Optimism for the Year Ahead
Over the years, BusinessWest has worn out the ‘question-mark’ key when writing stories and headlines for its Economic Outlook sections each December.
Any why not? No one really knows what lies ahead, especially when it comes to the economy. And over the past 15-20 years, there have been some times — such as the months after 9/11 and the very darkest days of the Great Recession in the fall of 2008 — when trying to speculate what might come next was all but impossible.
This isn’t exactly one of those times, but it’s close, and all because of history. Actually, two kinds of it.
First, that election about a month or so ago, because it ushered in a presidency seemingly defined by unpredictability and speculation — about what will happen domestically and abroad. And second, the nation’s economic track record.
Indeed, not once in the full history of this country has it gone more than 10 years without a recession. Don’t look now, but that means, sad to say, that we’re just about due for one. And if it comes soon — we’ve had almost nine years of mostly unspectacular growth — we’ll likely be entering it without the two most common methods of fighting one: lowering interest rates (because they’re already at historic lows and just can’t get any lower) and tax cuts (especially if President Trump makes good on his pledge to almost immediately lower them after getting sworn in).
But we’re getting ahead of ourselves. Sort of.
While it might be time to talk about that recession seemingly certain to come some time in Trump’s first term, the immediate future seems worthy of something else that gets typed often when writing about the year ahead — that phrase ‘cautious optimism.’
That’s especially true of the Western Mass. region, which, while it continues to lag maddeningly well behind most of the rest of the state in terms of growth and prosperity, is, for the most part, riding on an arrow pointed upward.

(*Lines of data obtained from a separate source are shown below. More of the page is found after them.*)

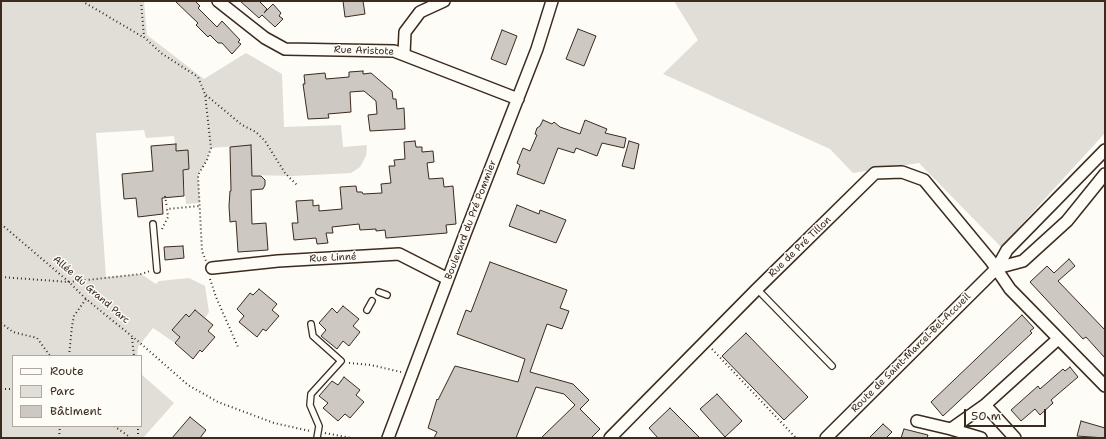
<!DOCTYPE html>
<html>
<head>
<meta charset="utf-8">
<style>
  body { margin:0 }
  #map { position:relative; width:1106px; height:439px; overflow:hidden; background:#fdfcf7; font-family:"Shantell Sans",sans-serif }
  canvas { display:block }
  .frame { position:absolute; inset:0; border:2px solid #3b2a1e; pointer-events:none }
  .legend { position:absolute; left:12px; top:355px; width:130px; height:72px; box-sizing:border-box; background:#fdfcf7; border:1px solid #afa8a0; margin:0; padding:5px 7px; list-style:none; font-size:12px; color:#3b2a1e }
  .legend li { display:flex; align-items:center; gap:8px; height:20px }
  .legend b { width:20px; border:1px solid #afa8a0 }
  .scale { position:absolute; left:964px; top:409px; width:82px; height:18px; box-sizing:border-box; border:2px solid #3b2a1e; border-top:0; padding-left:5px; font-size:12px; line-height:14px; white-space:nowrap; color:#3b2a1e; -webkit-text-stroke:3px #fdfcf7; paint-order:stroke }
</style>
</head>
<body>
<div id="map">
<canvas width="1106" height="439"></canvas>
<div class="frame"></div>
<ul class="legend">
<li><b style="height:5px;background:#fdfcf7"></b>Route</li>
<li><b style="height:11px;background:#e1ded7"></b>Parc</li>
<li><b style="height:11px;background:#cdc8c2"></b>Bâtiment</li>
</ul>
<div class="scale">50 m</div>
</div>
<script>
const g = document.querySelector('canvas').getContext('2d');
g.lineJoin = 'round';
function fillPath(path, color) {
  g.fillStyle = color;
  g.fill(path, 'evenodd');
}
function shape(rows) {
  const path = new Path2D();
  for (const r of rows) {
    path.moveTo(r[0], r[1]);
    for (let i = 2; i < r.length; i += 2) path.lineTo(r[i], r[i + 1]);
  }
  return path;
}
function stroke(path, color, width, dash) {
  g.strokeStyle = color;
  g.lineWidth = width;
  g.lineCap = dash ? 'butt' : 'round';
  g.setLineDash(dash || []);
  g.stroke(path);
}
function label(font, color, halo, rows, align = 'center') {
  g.font = font + ' "Shantell Sans",sans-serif';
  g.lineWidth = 3;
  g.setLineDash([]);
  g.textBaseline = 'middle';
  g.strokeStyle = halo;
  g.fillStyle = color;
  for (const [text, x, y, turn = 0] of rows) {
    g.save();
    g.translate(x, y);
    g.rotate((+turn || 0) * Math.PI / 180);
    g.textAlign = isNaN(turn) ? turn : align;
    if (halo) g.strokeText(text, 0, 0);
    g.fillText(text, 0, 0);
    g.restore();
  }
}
const green = shape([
  [1,1,144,1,147,35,204,79,246,53,282,74,284,127,341,125,343,147,367,145,366,156,360,167,351,173,293,176,251,175,251,145,211,148,207,160,198,175,200,203,186,204,183,170,189,169,188,151,176,151,174,136,146,138,144,130,96,133,106,277,141,274,156,284,159,281,189,278,205,286,209,312,205,318,195,310,189,317,186,314,172,330,180,337,175,343,153,328,138,347,137,356,13,356,13,426,141,426,141,374,174,403,143,438,1,438],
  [674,1,1105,1,1105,133,1001,247,919,163,853,173,830,149,663,74,698,40]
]);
const building = shape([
  [175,1,195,1,200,6,198,8,217,27,222,21,240,40,238,42,241,44,232,54,222,43,218,43,210,35,208,37,196,25,198,23,175,1],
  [240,1,259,1,267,9,264,13,273,4,281,13,279,16,283,19,275,27,262,15,259,18,240,1],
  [343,1,363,1,365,14,345,17,343,1],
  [578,29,596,36,584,66,566,59,578,29],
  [502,30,517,36,506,65,491,59,502,30],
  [363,71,363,74,371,73,392,91,393,99,396,99,397,109,404,108,405,129,370,131,368,115,377,114,376,101,364,91,350,92,351,112,328,114,329,118,308,119,303,84,305,84,304,75,325,73,326,79,349,77,349,72,363,71],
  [543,120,552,124,554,122,560,127,580,134,585,120,607,129,605,133,626,138,624,148,602,143,597,156,576,148,574,153,558,148,544,184,517,174,520,165,517,163,523,148,530,151,537,135,535,134,537,128,540,126,543,120],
  [415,141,416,147,422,147,422,152,433,151,434,162,427,163,429,179,443,178,444,187,453,186,456,224,446,225,447,233,386,238,385,230,376,231,376,229,360,230,359,224,332,227,333,233,326,233,328,243,317,244,316,238,294,240,292,223,298,223,296,201,313,200,313,206,319,205,319,211,342,209,340,187,356,186,357,192,362,192,363,194,382,193,381,184,391,183,389,166,395,166,394,160,405,159,404,142,415,141],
  [629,141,639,144,634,169,622,166,629,141],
  [176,144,176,151,188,150,189,169,183,170,184,196,162,198,163,214,138,217,136,198,124,199,122,174,153,171,151,146,176,144],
  [251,145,252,176,261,176,265,180,265,185,263,189,251,190,252,224,266,223,268,250,238,252,236,221,230,222,229,206,230,191,231,191,230,147,251,145],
  [517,205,539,214,540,210,566,220,556,243,509,226,517,205],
  [183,246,184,258,165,260,164,247,183,246],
  [1069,259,1075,266,1058,281,1105,330,1105,358,1086,337,1083,339,1030,282,1047,266,1054,273,1069,259],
  [490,262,567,290,560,308,569,311,562,329,547,324,530,372,573,384,589,400,580,409,600,429,591,438,541,438,575,405,564,394,536,387,516,438,434,438,437,432,428,428,437,399,438,400,455,366,518,382,525,359,457,334,466,310,471,312,490,262],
  [259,289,277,304,272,310,279,316,266,331,263,329,257,337,239,322,244,316,237,309,250,293,253,295,259,289],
  [343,306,359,319,353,326,360,332,349,346,343,341,337,349,321,336,326,330,319,323,332,308,337,313,343,306],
  [195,310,213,325,208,331,215,337,202,352,200,350,193,359,175,343,180,337,172,330,186,314,189,317,195,310],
  [1022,315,1034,328,1030,331,1032,333,943,416,931,402,1022,315],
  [746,333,808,397,784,420,722,356,746,333],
  [1070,367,1078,377,1051,400,1053,403,1040,415,1035,409,1021,421,1011,410,1038,386,1040,389,1063,369,1065,371,1070,367],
  [344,377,360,390,356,395,364,402,350,418,345,414,338,421,323,408,328,403,319,396,332,381,338,385,344,377],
  [717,394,742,421,725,437,700,409,717,394],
  [670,408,700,438,658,438,649,428,670,408],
  [190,417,206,430,200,438,172,438,190,417],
  [1081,421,1105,428,1105,438,1077,436,1081,421],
  [883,424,892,432,886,438,869,438,883,424],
  [904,429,928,435,927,438,901,438,904,429]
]);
const path = shape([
  [82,1,143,37],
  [141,1,144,37,161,53,198,77,205,94,211,148,207,160,198,175,202,251,206,261],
  [206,95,242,125,256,132,265,141,285,173,297,185],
  [165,196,167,208],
  [1,224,69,282,86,299,139,342,188,385,218,402,274,423,310,431],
  [162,229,168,217,167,209,200,206],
  [1,277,69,282,141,274,150,271],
  [210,279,216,297,238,347],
  [1,323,13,332,37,338,50,356],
  [132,338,134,356],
  [712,349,796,438],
  [69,356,72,326,74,316,86,299],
  [349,363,371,365,401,372],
  [1,389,13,389],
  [114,426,131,438],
  [325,433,351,438],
  [59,438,60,426],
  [138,438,138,426]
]);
const service = shape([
  [153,224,157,270],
  [757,289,832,366],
  [379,292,387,295],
  [367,310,372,301],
  [311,324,313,336,341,361,311,394,310,405,319,426,317,438]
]);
const minor = shape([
  [218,1,265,38,285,49,394,51,518,99],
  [404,54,405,32,420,12,444,1],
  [212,268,278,261,399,254,448,279],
  [997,268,1023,261,1067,221,1105,174],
  [985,405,1015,438],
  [917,421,951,429],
  [388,438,465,234,537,49,552,1],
  [610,438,757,289,875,173,902,172,924,180,991,261,1010,289,1105,386],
  [826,438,997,268,1007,250,1105,150],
  [981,438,951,429,985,405,1058,339]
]);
const streetNames = [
  ["Rue Aristote",364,51,2],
  ["Boulevard du Pré Pommier",471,220,-69],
  ["Rue de Pré Tillon",800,247,-44],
  ["Rue Linné",333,258,-3],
  ["Allée du Grand Parc",91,290,41],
  ["Route de Saint-Marcel-Bel-Accueil",911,353,-45]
];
fillPath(green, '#e1ded7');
fillPath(building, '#cdc8c2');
stroke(building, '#3b2a1e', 1);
stroke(service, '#3b2a1e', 8);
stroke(minor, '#3b2a1e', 14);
stroke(path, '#3b2a1e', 2, [1, 3]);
stroke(service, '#fdfcf7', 5.5);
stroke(minor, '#fdfcf7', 11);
label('10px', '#3b2a1e', '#fdfcf7', streetNames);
</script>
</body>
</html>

Here are some reasons for the optimism:
• Springfield’s continuing climb. Last issue, we wrote about cranes and their uplifting abilities, no pun intended. It’s not hyperbole. Cranes do generate optimism and, well, more cranes. But it’s not just those machines at the casino site generating positive energy. It’s everything from new vibrancy downtown to the Thunderbirds; from Union Station to subway-car manufacturing. Springfield still has considerable work to do, but it is in what we believe are the early stages of a renaissance, which means there is more progress to come, and it will likely have a strong ripple effect throughout the region.
• Progress in other communities. As we’re written before, the process of reinventing a city — moving from a manufacturing hub to the proverbial ‘something else’ — is slow and often difficult. But many cities in this region, including Holyoke, Easthampton, Pittsfield, and Westfield, are making substantial progress in that regard, becoming centers for entrepreneurship, the arts, small business, tourism, and combinations of all of the above. This progress bodes well for the region, and it should continue in the year ahead.
• Promoting entrepreneurship. One of the most encouraging developments in this region in recent years, as we’ve noted, has been the efforts to not only promote and encourage entrepreneurship, but to create a population of smarter, more resilient entrepreneurs. Springfield has become the hub of this activity, but it’s happening region-wide. And while the landscape won’t change overnight, certainly, a stronger, more diverse economy will result.
• Eds and meds. Or is it meds and eds? While the region continues to diversify its economy, these two stalwarts continue to grow and become ever-more pivotal forces in overall economic development. Healthcare continues to be an ultra-steady source of jobs, and the region’s higher-ed institutions, led by UMass Amherst, are developing new degree programs and initiatives aimed at providing area businesses with their most important asset — qualified talent. These sectors are not only strong, but getting stronger, and the region will benefit accordingly.
While there are still many question marks regarding the economy and which way it will go in the year ahead, there are seemingly fewer of them. And this is a byproduct of the optimism (OK, guarded optimism) that is growing in intensity and bound to generate more progress in the year to come.